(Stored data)
========================================
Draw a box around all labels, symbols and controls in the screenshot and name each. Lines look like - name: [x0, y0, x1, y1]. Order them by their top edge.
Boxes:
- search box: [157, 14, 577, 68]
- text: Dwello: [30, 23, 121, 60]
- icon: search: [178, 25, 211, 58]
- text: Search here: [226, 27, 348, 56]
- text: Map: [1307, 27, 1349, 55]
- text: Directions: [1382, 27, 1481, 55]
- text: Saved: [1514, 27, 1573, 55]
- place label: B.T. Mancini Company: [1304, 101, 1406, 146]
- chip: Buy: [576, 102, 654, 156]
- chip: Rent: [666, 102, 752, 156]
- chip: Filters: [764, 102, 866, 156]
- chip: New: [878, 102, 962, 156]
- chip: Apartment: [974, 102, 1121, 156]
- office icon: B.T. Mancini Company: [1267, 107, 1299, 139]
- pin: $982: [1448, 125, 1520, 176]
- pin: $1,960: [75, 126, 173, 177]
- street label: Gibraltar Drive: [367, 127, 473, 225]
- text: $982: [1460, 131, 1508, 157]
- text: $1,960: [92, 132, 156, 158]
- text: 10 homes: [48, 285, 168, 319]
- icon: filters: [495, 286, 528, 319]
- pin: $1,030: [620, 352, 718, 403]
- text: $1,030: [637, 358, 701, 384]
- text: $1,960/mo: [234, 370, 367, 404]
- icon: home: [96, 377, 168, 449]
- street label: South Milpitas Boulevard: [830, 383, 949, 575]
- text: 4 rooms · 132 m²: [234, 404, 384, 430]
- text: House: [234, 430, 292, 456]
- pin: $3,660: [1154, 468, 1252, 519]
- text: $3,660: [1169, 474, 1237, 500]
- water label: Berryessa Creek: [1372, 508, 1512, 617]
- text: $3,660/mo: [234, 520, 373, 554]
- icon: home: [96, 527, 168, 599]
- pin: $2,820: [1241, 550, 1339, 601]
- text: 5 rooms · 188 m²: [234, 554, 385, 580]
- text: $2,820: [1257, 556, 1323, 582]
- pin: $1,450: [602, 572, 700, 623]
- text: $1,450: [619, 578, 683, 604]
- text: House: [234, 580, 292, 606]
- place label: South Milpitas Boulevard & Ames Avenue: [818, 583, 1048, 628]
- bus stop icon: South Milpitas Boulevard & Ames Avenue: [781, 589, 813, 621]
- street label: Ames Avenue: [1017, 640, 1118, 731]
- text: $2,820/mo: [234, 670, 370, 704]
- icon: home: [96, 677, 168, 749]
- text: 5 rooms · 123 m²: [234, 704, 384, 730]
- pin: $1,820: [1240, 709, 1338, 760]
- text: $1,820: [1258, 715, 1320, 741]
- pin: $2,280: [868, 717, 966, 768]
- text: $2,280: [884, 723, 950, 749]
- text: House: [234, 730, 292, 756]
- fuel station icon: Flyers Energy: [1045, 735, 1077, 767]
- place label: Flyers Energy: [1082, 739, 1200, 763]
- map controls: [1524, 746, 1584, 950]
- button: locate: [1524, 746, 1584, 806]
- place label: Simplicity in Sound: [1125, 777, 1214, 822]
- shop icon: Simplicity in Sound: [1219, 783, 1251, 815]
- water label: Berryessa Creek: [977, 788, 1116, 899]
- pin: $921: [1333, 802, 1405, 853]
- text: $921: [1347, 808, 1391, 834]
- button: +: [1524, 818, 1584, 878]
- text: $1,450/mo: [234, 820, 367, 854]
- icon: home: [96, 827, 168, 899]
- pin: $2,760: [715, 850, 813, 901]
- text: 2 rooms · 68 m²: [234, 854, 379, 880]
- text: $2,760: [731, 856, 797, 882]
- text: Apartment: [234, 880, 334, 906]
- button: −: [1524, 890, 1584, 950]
========================================
What is being asked –
Repeat the data word for word.

Solution to this task –
Draw a box around all labels, symbols and controls in the screenshot and name each. Lines look like - name: [x0, y0, x1, y1]. Order them by their top edge.
Boxes:
- search box: [157, 14, 577, 68]
- text: Dwello: [30, 23, 121, 60]
- icon: search: [178, 25, 211, 58]
- text: Search here: [226, 27, 348, 56]
- text: Map: [1307, 27, 1349, 55]
- text: Directions: [1382, 27, 1481, 55]
- text: Saved: [1514, 27, 1573, 55]
- place label: B.T. Mancini Company: [1304, 101, 1406, 146]
- chip: Buy: [576, 102, 654, 156]
- chip: Rent: [666, 102, 752, 156]
- chip: Filters: [764, 102, 866, 156]
- chip: New: [878, 102, 962, 156]
- chip: Apartment: [974, 102, 1121, 156]
- office icon: B.T. Mancini Company: [1267, 107, 1299, 139]
- pin: $982: [1448, 125, 1520, 176]
- pin: $1,960: [75, 126, 173, 177]
- street label: Gibraltar Drive: [367, 127, 473, 225]
- text: $982: [1460, 131, 1508, 157]
- text: $1,960: [92, 132, 156, 158]
- text: 10 homes: [48, 285, 168, 319]
- icon: filters: [495, 286, 528, 319]
- pin: $1,030: [620, 352, 718, 403]
- text: $1,030: [637, 358, 701, 384]
- text: $1,960/mo: [234, 370, 367, 404]
- icon: home: [96, 377, 168, 449]
- street label: South Milpitas Boulevard: [830, 383, 949, 575]
- text: 4 rooms · 132 m²: [234, 404, 384, 430]
- text: House: [234, 430, 292, 456]
- pin: $3,660: [1154, 468, 1252, 519]
- text: $3,660: [1169, 474, 1237, 500]
- water label: Berryessa Creek: [1372, 508, 1512, 617]
- text: $3,660/mo: [234, 520, 373, 554]
- icon: home: [96, 527, 168, 599]
- pin: $2,820: [1241, 550, 1339, 601]
- text: 5 rooms · 188 m²: [234, 554, 385, 580]
- text: $2,820: [1257, 556, 1323, 582]
- pin: $1,450: [602, 572, 700, 623]
- text: $1,450: [619, 578, 683, 604]
- text: House: [234, 580, 292, 606]
- place label: South Milpitas Boulevard & Ames Avenue: [818, 583, 1048, 628]
- bus stop icon: South Milpitas Boulevard & Ames Avenue: [781, 589, 813, 621]
- street label: Ames Avenue: [1017, 640, 1118, 731]
- text: $2,820/mo: [234, 670, 370, 704]
- icon: home: [96, 677, 168, 749]
- text: 5 rooms · 123 m²: [234, 704, 384, 730]
- pin: $1,820: [1240, 709, 1338, 760]
- text: $1,820: [1258, 715, 1320, 741]
- pin: $2,280: [868, 717, 966, 768]
- text: $2,280: [884, 723, 950, 749]
- text: House: [234, 730, 292, 756]
- fuel station icon: Flyers Energy: [1045, 735, 1077, 767]
- place label: Flyers Energy: [1082, 739, 1200, 763]
- map controls: [1524, 746, 1584, 950]
- button: locate: [1524, 746, 1584, 806]
- place label: Simplicity in Sound: [1125, 777, 1214, 822]
- shop icon: Simplicity in Sound: [1219, 783, 1251, 815]
- water label: Berryessa Creek: [977, 788, 1116, 899]
- pin: $921: [1333, 802, 1405, 853]
- text: $921: [1347, 808, 1391, 834]
- button: +: [1524, 818, 1584, 878]
- text: $1,450/mo: [234, 820, 367, 854]
- icon: home: [96, 827, 168, 899]
- pin: $2,760: [715, 850, 813, 901]
- text: 2 rooms · 68 m²: [234, 854, 379, 880]
- text: $2,760: [731, 856, 797, 882]
- text: Apartment: [234, 880, 334, 906]
- button: −: [1524, 890, 1584, 950]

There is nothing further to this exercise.